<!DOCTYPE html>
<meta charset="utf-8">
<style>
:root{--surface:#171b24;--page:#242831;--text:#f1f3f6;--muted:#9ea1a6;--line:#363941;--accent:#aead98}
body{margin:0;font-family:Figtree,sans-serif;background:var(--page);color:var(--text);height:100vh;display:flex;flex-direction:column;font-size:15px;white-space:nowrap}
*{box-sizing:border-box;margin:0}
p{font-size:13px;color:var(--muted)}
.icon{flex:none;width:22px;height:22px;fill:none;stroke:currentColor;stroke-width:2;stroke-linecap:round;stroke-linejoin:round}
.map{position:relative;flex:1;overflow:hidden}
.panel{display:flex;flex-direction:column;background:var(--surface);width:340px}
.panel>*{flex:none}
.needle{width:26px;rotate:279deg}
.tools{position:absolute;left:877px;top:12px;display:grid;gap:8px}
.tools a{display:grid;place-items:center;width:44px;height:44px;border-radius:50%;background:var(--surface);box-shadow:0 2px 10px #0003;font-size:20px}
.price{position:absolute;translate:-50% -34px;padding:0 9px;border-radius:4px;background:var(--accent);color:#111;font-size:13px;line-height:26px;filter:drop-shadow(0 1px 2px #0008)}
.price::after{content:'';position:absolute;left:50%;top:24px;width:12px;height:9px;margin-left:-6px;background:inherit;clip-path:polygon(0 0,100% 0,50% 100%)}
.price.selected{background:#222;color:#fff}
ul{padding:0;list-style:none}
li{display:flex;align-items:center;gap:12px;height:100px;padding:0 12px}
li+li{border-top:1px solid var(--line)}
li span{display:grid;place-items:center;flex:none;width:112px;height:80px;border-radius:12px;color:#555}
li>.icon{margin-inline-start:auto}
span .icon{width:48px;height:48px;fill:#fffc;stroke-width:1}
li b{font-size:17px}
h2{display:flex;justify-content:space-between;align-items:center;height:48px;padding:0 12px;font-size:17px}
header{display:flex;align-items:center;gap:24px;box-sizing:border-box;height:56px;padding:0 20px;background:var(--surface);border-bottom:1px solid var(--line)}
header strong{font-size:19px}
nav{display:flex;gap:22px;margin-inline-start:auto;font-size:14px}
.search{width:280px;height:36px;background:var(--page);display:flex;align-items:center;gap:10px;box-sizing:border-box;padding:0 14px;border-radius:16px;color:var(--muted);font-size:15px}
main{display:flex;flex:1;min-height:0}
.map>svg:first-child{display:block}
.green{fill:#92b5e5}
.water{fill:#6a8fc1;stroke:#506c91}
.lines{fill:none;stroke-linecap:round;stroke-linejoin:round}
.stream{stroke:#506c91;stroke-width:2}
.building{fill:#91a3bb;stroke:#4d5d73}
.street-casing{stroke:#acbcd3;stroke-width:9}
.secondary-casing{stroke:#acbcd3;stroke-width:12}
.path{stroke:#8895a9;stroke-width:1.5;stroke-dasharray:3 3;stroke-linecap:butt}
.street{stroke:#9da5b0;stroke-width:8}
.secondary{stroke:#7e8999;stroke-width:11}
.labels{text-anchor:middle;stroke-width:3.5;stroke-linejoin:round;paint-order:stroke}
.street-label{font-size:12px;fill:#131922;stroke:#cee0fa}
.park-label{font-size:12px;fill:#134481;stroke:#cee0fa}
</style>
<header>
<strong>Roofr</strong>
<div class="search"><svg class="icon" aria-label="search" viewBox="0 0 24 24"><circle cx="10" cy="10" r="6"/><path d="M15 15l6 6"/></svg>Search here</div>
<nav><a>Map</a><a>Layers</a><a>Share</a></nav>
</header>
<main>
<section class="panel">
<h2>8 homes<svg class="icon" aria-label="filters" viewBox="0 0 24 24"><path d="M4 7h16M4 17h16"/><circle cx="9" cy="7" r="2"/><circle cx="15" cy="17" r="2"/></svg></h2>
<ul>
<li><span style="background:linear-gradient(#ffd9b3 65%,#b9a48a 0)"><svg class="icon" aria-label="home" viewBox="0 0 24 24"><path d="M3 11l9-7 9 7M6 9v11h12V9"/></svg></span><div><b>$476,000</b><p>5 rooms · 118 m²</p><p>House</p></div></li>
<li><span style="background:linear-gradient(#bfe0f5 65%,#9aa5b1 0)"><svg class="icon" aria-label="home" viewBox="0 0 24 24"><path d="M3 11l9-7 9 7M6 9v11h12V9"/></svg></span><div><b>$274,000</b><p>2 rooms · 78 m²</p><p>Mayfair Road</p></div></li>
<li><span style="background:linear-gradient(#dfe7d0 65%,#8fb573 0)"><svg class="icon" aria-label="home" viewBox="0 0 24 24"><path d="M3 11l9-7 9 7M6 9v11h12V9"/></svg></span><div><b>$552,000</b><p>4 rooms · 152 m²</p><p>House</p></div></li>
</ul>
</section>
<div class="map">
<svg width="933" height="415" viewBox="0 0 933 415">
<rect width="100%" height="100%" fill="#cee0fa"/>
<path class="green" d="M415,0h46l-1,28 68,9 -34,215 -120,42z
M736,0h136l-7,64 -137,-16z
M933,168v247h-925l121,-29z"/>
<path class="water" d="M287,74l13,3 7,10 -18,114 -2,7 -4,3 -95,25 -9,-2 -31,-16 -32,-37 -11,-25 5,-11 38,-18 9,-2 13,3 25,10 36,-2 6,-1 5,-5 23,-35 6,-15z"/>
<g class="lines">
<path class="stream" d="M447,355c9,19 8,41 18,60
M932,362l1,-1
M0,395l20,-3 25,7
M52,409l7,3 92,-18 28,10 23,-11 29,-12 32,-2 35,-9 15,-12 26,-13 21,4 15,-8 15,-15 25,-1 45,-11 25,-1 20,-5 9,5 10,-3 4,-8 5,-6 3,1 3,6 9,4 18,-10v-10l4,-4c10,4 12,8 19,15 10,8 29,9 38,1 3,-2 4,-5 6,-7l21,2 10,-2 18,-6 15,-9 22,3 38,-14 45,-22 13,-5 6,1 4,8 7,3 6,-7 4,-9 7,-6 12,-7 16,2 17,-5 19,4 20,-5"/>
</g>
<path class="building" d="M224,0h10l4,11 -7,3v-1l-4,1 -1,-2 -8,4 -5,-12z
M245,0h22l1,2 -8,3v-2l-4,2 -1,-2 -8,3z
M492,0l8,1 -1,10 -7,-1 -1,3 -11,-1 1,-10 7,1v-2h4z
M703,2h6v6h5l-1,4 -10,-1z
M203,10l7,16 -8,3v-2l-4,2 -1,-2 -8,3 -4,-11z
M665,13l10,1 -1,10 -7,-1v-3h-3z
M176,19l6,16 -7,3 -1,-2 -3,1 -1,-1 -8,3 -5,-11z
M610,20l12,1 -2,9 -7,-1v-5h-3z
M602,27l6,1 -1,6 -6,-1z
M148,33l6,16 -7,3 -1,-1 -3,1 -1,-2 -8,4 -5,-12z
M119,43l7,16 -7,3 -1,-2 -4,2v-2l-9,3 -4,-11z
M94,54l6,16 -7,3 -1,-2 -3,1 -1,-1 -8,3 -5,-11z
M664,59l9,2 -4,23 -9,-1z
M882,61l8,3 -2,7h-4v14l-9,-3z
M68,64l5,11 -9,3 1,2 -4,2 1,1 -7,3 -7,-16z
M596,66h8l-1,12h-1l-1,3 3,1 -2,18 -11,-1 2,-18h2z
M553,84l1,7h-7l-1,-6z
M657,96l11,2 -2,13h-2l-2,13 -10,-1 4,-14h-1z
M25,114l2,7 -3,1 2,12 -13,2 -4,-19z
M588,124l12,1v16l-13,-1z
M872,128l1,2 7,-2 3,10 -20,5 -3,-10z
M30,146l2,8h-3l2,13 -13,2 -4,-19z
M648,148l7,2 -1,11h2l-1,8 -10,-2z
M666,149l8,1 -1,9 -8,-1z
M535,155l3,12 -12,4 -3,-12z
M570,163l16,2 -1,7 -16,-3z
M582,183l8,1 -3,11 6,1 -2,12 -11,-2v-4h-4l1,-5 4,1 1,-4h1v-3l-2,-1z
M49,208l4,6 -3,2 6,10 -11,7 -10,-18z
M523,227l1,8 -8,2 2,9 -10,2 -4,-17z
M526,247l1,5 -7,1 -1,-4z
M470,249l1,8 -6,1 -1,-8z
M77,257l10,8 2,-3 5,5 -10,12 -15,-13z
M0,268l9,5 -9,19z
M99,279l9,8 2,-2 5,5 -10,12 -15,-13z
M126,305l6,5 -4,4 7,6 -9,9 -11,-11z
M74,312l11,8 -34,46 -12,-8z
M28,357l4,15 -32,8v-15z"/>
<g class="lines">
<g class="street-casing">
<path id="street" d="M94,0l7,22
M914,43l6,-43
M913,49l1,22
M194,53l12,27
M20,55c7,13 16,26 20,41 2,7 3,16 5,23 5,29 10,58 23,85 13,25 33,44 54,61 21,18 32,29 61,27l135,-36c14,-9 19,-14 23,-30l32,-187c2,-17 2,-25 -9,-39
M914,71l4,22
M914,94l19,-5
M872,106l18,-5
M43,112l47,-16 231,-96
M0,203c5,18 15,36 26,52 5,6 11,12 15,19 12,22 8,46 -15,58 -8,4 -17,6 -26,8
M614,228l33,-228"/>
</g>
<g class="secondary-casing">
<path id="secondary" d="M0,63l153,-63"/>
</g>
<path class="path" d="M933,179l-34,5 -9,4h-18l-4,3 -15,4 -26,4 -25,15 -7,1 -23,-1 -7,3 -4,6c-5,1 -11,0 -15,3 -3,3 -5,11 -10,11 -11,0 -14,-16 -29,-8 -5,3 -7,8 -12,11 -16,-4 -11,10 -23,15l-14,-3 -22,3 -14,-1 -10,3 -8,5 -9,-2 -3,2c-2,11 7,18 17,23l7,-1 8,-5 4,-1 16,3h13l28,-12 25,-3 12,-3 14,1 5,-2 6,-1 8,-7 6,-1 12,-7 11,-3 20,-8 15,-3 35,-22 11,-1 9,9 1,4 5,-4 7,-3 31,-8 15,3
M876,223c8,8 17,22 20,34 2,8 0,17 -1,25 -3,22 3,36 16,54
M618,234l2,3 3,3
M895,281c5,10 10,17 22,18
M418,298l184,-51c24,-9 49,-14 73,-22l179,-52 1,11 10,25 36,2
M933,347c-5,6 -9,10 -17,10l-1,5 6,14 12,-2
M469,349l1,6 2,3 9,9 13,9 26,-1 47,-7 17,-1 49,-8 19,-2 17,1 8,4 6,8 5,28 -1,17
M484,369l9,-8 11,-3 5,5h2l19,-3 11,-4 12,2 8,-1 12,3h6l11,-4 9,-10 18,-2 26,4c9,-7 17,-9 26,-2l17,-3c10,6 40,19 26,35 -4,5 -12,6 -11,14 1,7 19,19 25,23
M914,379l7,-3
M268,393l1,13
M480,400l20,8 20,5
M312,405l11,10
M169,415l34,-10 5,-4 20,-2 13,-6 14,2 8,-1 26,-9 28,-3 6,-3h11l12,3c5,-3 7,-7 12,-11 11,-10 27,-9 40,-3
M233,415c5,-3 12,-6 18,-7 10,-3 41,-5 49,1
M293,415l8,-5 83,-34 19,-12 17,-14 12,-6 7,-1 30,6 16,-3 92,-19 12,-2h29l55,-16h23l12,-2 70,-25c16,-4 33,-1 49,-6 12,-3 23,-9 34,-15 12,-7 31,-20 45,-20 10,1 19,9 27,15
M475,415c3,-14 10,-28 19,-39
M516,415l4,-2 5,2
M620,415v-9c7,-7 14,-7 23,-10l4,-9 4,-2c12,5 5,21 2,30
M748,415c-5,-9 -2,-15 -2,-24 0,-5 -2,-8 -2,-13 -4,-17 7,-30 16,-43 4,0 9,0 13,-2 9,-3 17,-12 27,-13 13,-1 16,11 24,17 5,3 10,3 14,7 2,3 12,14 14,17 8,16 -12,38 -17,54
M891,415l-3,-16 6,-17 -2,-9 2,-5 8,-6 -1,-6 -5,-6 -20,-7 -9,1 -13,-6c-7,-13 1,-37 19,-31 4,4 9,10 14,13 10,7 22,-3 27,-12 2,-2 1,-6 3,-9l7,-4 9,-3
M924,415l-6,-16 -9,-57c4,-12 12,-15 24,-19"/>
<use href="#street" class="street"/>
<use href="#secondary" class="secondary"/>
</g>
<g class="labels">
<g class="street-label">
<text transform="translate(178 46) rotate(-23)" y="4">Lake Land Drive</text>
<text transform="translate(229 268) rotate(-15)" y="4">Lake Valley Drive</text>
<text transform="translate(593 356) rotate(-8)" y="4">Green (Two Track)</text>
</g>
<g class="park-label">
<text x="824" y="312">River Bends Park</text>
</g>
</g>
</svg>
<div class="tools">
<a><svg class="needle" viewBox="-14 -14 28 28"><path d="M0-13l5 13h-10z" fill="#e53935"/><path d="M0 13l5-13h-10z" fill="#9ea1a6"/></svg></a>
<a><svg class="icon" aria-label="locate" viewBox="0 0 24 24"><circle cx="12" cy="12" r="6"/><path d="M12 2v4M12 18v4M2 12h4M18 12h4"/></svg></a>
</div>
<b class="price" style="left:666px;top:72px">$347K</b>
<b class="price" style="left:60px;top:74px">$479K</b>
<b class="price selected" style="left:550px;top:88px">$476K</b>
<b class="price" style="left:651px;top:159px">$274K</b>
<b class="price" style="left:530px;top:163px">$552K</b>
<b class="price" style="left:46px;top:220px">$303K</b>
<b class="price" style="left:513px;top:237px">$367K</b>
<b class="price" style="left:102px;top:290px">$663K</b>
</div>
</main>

■ **TASK GOAL**
Wherever the string "direction" appears in the data above, report the whole line.

■ **SOLVED EXERCISE**
body{margin:0;font-family:Figtree,sans-serif;background:var(--page);color:var(--text);height:100vh;display:flex;flex-direction:column;font-size:15px;white-space:nowrap}
.panel{display:flex;flex-direction:column;background:var(--surface);width:340px}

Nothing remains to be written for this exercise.